Figure 1: "You can write the check"

Thus the form would remain constant from one mention of the entity to the next, and the gesture would not provide much additional information to the speech "you can write the check". Imagine instead that the agent says "you can do it for fifty dollars" and produces the `write-the-check' gesture illustrated in Figure 1 above. In this case, the dialogue generation module would have sent a "pro-verb" to speech, but filled in the necessary information in gesture.

In other words, we are interested in the issue of lexical choice, or how one word or gesture is chosen over another. Why do we say "I hightailed it out of the room" rather than "I left the room?" Why do we choose to say "Justine walked to the conference" one day, and another day "Justine went to the conference on foot?" In the first sentence the manner of locomotion is conveyed in the verb, and in the second sentence, the manner of locomotion is conveyed in the prepositional phrase. When we take seriously the idea put forth by McNeill (1992, inter alia) and others that gesture and speech arise from one single underlying meaning structure, then we must add gesture to the lexical choice equation, and wonder how one chooses which meaning features are chosen to be expressed and which are expressed in the words and which in the gesture. Additionally, one must wonder why in some cases semantic features are redundantly expressed in speech and gesture, and in other cases non-redundantly -- gesture or speech expressing an aspect of an idea that the other doesn't convey.

Distribution of Features and Redundancy

There are really two different questions to be addressed with respect to the distribution of semantic features across modalities: (1) is it ever the case that semantic features are distributed across speech and gesture so that some of meaning is conveyed by the gesture, and some is conveyed by the speech? (2) if so, under what circumstances are semantic features distributed so that gestures and speech convey non-redundant information, and under what circumstances are semantic features distributed so that gestures and speech convey redundant information.

Distribution of Semantic Features Across Modalities?

We begin by addressing the question of whether semantic features are always redundant across speech and gesture.
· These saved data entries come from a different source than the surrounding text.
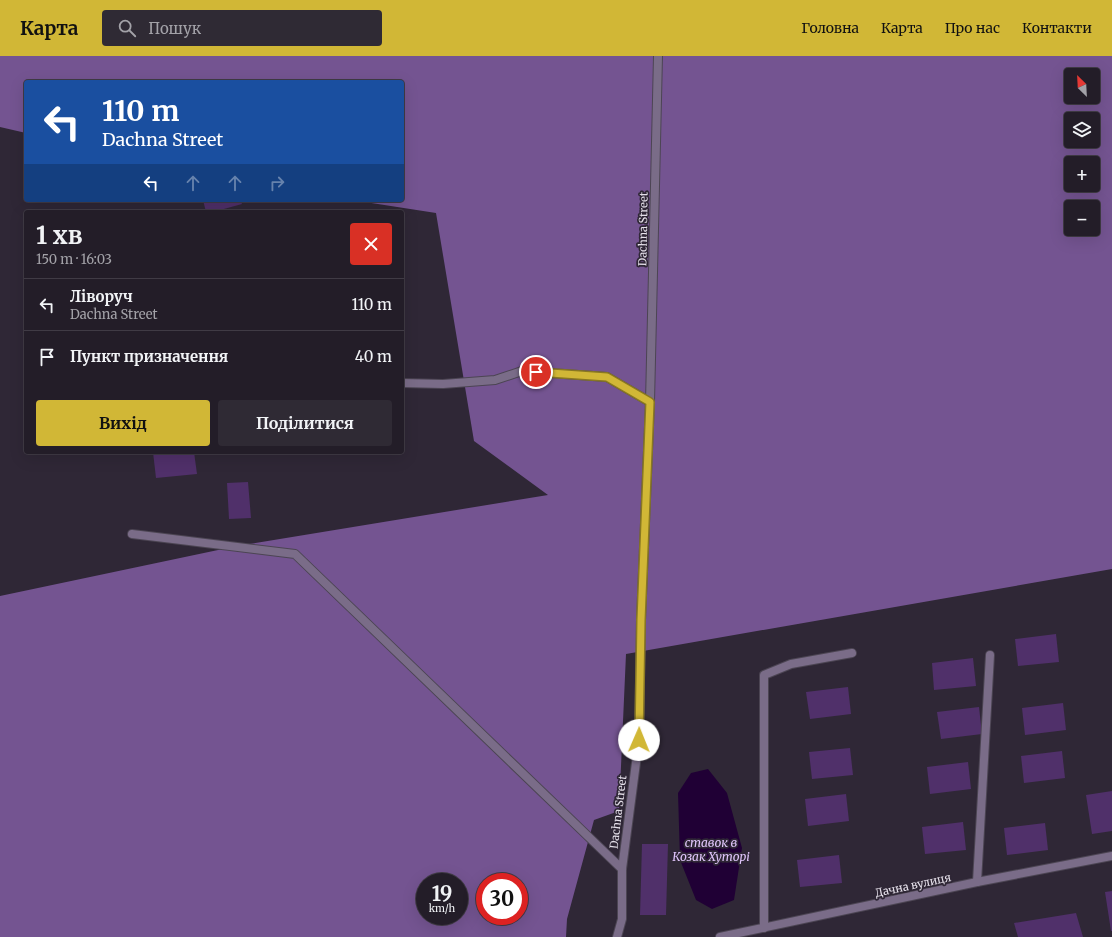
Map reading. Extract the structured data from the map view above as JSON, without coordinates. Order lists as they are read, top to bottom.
{
  "streets": {
    "street": ["Dachna Street", "Дачна вулиця"]
  },
  "water": ["ставок в Козак Хуторі"],
  "north": "top left",
  "page": {
    "header": "Карта",
    "search": "Пошук",
    "nav": [
      "Головна",
      "Карта",
      "Про нас",
      "Контакти"
    ],
    "map_buttons": ["+", "−"],
    "turn": ["110 m", "Dachna Street"],
    "heading": ["1 хв", "150 m · 16:03"],
    "list": [
      {
        "name": "Ліворуч",
        "note": "Dachna Street",
        "value": "110 m"
      },
      {
        "name": "Пункт призначення",
        "value": "40 m"
      }
    ],
    "buttons": ["Вихід", "Поділитися"],
    "speed": "19 km/h",
    "limit": "30"
  }
}
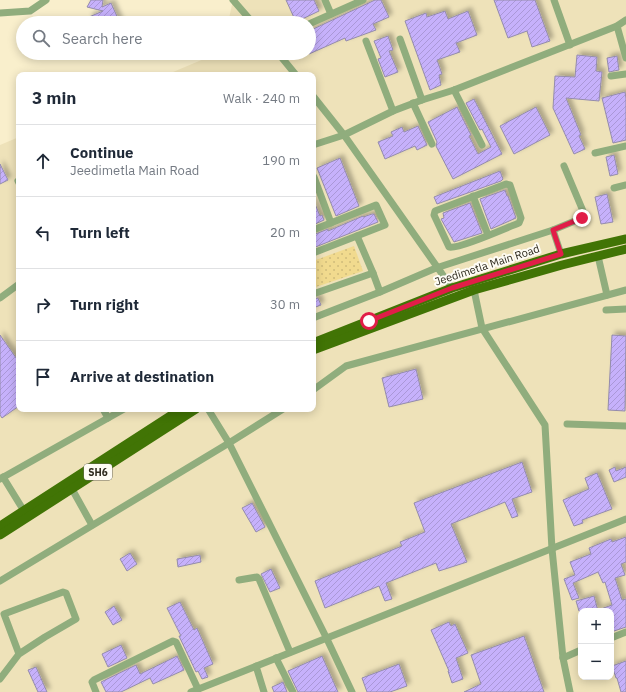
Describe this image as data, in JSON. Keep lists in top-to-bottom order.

Initially we hypothesized that in the domain of manner-of-motion verbs we would be likely to find many non-redundant gestures. That is, we hypothesized that speakers would sometimes express the fact of motion by way of speech (e.g. "he went") and the manner of motion by way of gesture (e.g. a gesture representing walking). Our evidence for this hypothesis came from three sources: (1) from the fact that so many "pro-verbs" exist in English for motion -- "he goes . . .", "he did . . .", "he's like . . .", and so we imagined that the actual manner of motion might be conveyed by gesture; (2) from anecdotal evidence of the many manner-of-motion gestures viewed during a decade of watching people tell the story of a particularly motion-oriented cartoon; and (3) from the results of an experiment designed to examine the kinds of gestural information taken up by listeners in the course of everyday listening. This experiment showed that listeners incorporate the manner-of-motion gestures they see into their subsequent understanding of what they have heard (Cassell, McNeill & McCullough, in press). We suspected, then, that verbs of motion might be a good test case in terms of the distribution of semantic features across modalities. In particular, we decided to look at the semantic features of `manner', `path', `telicity' (whether a motion has an endpoint or goal), `speed', and `aspect' (inherent iterativity or duration) within verb phrases and gestures describing the movement of volitional agents (Coyotes, and Road Runners).

In a preliminary experiment designed to examine the association of manner-of-motion verbs and gestures, we showed a segment of a Road Runner cartoon to 6 people who told the story to 6 naive listeners. We then examined the semantic features represented in motion verbs and in gesture. We did indeed find a wide variety of verbs of motion, and a wide variety of semantic features of motion expressed in gesture. We also found a very wide variety of prepositional phrases expressing manner of motion. And we did indeed find distribution of semantic features across speech and gesture so that communicative load is shared among the modalities. For example, one subject said "Road Runner comes down", and with both hands makes the gesture of holding the wheel of a car and driving. In this example, in only the manner-of-motion gesture do we see that Road Runner's manner of coming down (the road) is to drive. Another speaker described the Coyote in a hot air balloon releasing an anvil tied to a string by saying "he's going to drop the anvil" while he made a gesture of untying a string. The manner-of-motion gesture in this case is, in fact, difficult to understand unless one knows that the anvil is dropped by releasing from the string that holds it into the balloon. In fact, examples of other semantic features were even more common than the manner features that were just given, as shown below.

Out of 90 total gestures, the distribution of semantic features was as follows (note that each gesture could display more than one semantic feature).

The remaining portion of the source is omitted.